Il mio personale rapporto con il brand di American Horror Story, creatura camaleontica di Murphy e Falchuk, è stato quantomeno travagliato: la tanto incensata prima stagione, infatti, ai tempi da queste parti non andò oltre le bottigliate; con la seconda, ambientata quasi interamente in un manicomio ed a cavallo tra diversi decenni, rimasi molto, molto sorpreso in positivo; dalla terza in poi fu un lento declino, che mi portò a lasciare il titolo alle visioni da sessioni di ferro da stiro di Julez senza che mi mancasse neppure lontanamente.
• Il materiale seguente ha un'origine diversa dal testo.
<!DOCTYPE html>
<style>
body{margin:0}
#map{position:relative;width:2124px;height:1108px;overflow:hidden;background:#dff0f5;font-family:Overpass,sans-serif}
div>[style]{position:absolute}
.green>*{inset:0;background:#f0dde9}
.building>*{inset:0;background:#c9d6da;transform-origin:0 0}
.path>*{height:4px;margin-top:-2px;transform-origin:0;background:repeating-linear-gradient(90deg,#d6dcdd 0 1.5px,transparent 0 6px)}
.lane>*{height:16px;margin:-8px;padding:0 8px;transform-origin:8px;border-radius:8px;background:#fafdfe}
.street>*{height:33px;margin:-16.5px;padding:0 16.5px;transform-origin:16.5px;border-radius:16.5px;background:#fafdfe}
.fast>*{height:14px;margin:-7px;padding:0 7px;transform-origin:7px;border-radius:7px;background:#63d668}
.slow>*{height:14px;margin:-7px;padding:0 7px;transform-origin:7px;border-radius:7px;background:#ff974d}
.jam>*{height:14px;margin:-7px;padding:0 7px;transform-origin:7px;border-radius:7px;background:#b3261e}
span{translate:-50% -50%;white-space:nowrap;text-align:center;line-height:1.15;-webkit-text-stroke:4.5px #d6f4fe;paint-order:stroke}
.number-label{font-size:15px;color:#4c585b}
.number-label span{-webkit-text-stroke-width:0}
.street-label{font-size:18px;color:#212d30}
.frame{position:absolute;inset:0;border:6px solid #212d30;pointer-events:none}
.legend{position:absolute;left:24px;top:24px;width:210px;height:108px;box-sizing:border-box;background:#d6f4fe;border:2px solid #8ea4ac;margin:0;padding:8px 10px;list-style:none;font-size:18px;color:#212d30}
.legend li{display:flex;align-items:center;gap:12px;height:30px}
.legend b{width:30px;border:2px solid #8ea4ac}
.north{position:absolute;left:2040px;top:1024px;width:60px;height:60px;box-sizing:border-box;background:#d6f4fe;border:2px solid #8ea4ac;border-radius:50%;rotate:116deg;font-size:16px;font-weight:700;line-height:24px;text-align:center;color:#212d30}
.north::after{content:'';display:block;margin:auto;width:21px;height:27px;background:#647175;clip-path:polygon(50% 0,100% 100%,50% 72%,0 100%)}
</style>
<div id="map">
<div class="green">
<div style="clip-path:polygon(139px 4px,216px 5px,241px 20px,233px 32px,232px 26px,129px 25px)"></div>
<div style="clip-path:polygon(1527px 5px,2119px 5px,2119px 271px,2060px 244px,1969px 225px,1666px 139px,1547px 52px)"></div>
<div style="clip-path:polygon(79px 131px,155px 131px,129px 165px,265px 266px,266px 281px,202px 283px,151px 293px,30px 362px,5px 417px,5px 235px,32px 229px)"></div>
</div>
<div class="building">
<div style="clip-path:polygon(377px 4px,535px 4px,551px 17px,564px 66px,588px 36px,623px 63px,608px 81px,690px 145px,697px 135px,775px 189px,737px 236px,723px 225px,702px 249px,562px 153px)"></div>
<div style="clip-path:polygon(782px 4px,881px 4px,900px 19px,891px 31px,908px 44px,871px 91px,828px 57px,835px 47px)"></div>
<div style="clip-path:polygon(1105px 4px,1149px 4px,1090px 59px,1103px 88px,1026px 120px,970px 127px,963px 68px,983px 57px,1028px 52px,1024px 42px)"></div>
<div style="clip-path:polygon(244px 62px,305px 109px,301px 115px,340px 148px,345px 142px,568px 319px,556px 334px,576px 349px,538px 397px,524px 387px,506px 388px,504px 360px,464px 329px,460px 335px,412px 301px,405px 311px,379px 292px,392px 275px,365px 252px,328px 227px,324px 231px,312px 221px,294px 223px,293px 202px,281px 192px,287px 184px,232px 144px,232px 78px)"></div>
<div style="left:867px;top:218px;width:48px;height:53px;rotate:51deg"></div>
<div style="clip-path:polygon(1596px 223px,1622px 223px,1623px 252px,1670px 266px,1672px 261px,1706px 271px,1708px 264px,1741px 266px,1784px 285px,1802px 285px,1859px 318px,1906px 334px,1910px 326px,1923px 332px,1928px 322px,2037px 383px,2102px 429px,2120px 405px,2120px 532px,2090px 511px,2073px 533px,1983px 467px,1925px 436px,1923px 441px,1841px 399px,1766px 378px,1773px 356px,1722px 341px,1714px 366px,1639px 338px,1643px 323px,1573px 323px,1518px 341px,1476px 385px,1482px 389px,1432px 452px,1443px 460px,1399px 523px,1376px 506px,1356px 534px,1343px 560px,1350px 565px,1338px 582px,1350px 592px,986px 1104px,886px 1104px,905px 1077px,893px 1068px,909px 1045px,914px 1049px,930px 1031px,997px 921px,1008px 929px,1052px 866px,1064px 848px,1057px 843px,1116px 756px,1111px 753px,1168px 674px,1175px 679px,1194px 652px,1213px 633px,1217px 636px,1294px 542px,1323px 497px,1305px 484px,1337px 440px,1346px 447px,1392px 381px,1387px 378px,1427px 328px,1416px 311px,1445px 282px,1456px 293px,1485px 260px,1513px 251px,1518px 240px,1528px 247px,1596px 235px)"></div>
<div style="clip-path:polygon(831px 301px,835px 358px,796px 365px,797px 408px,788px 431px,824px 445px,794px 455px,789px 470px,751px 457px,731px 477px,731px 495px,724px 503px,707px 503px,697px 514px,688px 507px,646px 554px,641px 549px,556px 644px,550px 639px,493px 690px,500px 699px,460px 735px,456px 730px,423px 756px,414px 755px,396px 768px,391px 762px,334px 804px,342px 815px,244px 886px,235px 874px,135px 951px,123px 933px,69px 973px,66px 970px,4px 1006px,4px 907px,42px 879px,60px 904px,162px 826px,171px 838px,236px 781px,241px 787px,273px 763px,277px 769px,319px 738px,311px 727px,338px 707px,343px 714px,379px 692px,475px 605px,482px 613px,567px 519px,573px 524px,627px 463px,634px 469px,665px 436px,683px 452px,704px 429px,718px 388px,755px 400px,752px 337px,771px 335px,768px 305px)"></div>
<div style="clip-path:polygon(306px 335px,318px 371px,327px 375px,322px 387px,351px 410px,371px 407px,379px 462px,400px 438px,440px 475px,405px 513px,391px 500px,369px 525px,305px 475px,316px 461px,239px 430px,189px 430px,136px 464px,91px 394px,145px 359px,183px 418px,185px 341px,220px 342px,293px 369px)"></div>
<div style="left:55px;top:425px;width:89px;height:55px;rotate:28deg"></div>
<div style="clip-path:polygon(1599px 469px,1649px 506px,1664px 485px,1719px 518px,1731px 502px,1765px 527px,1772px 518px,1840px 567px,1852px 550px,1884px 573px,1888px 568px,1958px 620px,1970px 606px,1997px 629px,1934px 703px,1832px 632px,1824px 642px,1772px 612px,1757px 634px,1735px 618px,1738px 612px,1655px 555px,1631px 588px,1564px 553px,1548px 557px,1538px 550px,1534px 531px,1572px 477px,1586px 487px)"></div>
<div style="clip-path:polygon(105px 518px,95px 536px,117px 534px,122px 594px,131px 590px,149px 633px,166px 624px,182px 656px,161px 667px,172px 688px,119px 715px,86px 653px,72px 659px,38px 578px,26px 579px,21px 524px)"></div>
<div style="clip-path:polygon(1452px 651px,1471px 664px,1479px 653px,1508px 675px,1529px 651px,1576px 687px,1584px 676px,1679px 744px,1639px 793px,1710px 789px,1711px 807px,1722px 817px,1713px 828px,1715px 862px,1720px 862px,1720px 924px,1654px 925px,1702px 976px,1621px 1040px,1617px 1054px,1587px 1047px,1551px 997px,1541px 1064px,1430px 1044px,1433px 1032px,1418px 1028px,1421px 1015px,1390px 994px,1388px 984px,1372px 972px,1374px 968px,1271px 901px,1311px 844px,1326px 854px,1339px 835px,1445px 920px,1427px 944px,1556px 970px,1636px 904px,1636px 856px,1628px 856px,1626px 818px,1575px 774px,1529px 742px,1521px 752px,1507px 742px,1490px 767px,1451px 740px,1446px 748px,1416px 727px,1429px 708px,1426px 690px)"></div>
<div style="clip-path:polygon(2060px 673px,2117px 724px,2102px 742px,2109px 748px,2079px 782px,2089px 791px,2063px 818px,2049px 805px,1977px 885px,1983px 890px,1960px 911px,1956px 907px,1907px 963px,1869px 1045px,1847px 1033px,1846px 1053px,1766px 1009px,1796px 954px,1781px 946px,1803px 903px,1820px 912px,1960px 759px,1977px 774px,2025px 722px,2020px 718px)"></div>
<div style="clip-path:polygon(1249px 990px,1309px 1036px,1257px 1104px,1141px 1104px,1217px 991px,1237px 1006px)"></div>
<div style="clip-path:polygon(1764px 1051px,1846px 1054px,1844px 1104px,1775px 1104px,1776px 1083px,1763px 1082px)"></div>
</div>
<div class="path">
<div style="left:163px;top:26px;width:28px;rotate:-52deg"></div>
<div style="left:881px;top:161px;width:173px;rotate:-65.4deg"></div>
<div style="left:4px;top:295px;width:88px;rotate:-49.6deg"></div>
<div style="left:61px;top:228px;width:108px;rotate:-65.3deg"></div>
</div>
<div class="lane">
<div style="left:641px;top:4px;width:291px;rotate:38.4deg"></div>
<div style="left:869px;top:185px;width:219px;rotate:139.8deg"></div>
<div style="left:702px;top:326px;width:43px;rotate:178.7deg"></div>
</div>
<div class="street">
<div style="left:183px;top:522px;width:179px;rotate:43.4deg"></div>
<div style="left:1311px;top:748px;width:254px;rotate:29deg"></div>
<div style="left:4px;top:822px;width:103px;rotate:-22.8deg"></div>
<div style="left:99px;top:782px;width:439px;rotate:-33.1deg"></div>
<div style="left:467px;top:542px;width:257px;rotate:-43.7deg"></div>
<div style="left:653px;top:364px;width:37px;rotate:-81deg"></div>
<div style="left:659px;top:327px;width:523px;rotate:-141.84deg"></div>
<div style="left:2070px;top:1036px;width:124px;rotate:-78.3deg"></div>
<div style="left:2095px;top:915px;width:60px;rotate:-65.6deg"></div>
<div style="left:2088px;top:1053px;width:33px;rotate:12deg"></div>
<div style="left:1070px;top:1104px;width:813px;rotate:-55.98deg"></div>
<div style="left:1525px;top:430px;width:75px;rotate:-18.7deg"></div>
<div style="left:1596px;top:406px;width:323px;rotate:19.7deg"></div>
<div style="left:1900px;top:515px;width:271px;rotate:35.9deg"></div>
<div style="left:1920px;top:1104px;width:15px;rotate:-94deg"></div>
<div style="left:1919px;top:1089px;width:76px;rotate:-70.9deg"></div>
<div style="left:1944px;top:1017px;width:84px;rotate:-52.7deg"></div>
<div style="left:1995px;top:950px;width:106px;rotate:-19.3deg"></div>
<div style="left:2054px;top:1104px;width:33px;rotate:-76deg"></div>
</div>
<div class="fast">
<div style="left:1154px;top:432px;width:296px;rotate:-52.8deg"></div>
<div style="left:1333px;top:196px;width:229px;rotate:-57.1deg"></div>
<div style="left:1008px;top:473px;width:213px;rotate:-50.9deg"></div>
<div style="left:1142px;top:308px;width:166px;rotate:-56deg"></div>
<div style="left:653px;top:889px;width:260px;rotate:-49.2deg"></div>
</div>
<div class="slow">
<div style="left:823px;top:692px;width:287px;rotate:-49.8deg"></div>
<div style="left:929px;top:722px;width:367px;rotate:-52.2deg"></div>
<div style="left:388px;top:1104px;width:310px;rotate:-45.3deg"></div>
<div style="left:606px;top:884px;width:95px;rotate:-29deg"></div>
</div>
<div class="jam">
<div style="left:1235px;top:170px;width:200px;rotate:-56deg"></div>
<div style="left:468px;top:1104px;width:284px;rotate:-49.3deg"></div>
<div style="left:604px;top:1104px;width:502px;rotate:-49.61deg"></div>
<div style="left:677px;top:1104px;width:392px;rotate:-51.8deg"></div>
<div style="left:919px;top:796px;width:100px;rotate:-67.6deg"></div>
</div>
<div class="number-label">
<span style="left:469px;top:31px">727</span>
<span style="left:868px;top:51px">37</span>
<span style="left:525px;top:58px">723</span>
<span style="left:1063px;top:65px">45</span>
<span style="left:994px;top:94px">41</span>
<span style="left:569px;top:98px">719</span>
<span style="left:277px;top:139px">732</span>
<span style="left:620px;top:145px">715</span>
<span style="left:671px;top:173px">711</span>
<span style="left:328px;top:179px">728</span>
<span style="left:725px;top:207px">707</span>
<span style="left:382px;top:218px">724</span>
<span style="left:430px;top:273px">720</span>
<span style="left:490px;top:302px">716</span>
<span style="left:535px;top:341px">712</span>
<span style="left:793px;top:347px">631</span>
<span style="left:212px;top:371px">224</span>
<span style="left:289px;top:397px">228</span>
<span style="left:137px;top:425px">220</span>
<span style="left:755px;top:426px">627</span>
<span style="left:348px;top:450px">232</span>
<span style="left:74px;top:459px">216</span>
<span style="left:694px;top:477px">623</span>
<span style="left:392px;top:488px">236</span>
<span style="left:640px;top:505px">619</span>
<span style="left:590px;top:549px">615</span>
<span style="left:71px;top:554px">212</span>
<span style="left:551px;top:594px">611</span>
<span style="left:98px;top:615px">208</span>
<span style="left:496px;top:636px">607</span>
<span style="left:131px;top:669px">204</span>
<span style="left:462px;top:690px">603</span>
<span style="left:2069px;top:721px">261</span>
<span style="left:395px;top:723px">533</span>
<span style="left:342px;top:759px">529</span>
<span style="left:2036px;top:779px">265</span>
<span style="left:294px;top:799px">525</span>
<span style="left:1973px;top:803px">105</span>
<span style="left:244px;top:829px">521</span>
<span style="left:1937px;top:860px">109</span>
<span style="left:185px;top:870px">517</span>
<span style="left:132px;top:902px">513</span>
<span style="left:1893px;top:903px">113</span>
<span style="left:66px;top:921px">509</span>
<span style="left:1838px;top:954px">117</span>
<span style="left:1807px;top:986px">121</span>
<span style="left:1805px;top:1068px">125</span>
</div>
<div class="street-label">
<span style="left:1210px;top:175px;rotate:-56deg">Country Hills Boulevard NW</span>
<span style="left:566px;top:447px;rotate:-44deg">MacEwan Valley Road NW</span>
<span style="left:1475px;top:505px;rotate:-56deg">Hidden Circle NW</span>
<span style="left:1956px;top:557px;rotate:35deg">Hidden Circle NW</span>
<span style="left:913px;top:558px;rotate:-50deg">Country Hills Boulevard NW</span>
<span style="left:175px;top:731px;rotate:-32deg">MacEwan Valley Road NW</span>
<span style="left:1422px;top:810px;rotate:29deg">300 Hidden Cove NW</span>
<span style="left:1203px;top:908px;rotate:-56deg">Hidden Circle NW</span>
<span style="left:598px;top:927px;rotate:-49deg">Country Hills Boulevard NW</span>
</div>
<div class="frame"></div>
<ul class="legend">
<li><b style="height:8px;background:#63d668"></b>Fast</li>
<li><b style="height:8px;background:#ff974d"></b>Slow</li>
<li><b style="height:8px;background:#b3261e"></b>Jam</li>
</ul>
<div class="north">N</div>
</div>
Con il duemilasedici e l'ottima prova dell'antologico American Crime Story - sempre creato dal duo - a risvegliare il mio interesse per AHS sono giunte molte recensioni positive di questa sesta annata, Roanoke, che a quanto pare rinverdiva i fasti delle prime due - ed ho sperato fortemente nella seconda, ovviamente -: in questo periodo da casalingo, dunque, accanto ai recuperi delle molte serie televisive passate su questi schermi nell'ultimo periodo, è giunto anche questo.
Il risultato è stato decisamente positivo per quella che, proprio con la già citata Asylum, è senza ombra di dubbio la miglior stagione della serie, costruita sfruttando più livelli di narrazione, metacinema, stili e mezzi di ripresa, e generi: partita come un incrocio tra il thriller e la ghost story e divenuta un vero e proprio incubo mortale per i protagonisti simile ad un survival, a metà del cammino chiude un arco narrativo per aprirne un altro trasformando il tutto in un grottesco ritratto dei reality e della società "social" attuale fino a diventare una delirante mattanza conclusa con un finale quasi lirico, e con il sacrificio dell'unico charachter superstite alle due "spedizioni" a Roanoake.
Quello che, come sempre, è interessante notare quando gli horror hanno spunti interessanti, è quanto, in realtà, a prescindere dagli incubi, dalle Macellaie e dalle streghe dei boschi, l'Uomo finisca sempre per risultare la minaccia più grande e pericolosa, che si tratti di squilibri mentali - i rednecks vicini di Matt e Shelby, Agnes -, vuoti interiori - Lee - oppure avidità di potere e successo - Ryan -: se, infatti, le creature venute dall'altro mondo, sanguinarie per imposizione, condizione e status, si muovono come se seguissero una macabra routine, gli esseri umani spinti dalle loro emozioni, dall'istinto e dal terrore o dalla furia del momento finiscono per risultare ben più pericolosi ed inquietanti pur non mostrando un aspetto particolarmente agghiacciante - sinceramente, i Chang o Testa di maiale non fanno venire i brividi quanto alcuni dei passaggi che coinvolgono e vedono protagoniste quelle che dovrebbero essere solamente le vittime sacrificali -.
Il viaggio a Roanoke, in bilico tra antiche maledizioni, violenza, sospetto, gelosie, rancori e follia, è stato senza dubbio, pur non risultando certo spaventoso quanto il Twin Peaks dei tempi d'oro, una delle sorprese più interessanti dell'ultimo periodo, segno che, inventiva ed originalità a parte, quando Murphy e Falchuk si concentrano sull'animo umano più che sulla volontà di stupire a tutti i costi, riescono ad essere convincenti e decisamente inquietanti, così come macabri e divertenti ad un tempo - il personaggio di Cricket è una chicca, in questo senso -: non voglio cantare vittoria troppo presto, ma direi che, se le premesse e le idee sono queste, il viaggio di American Horror Story può tranquillamente continuare tornando a trovare uno spazio importante anche qui al Saloon.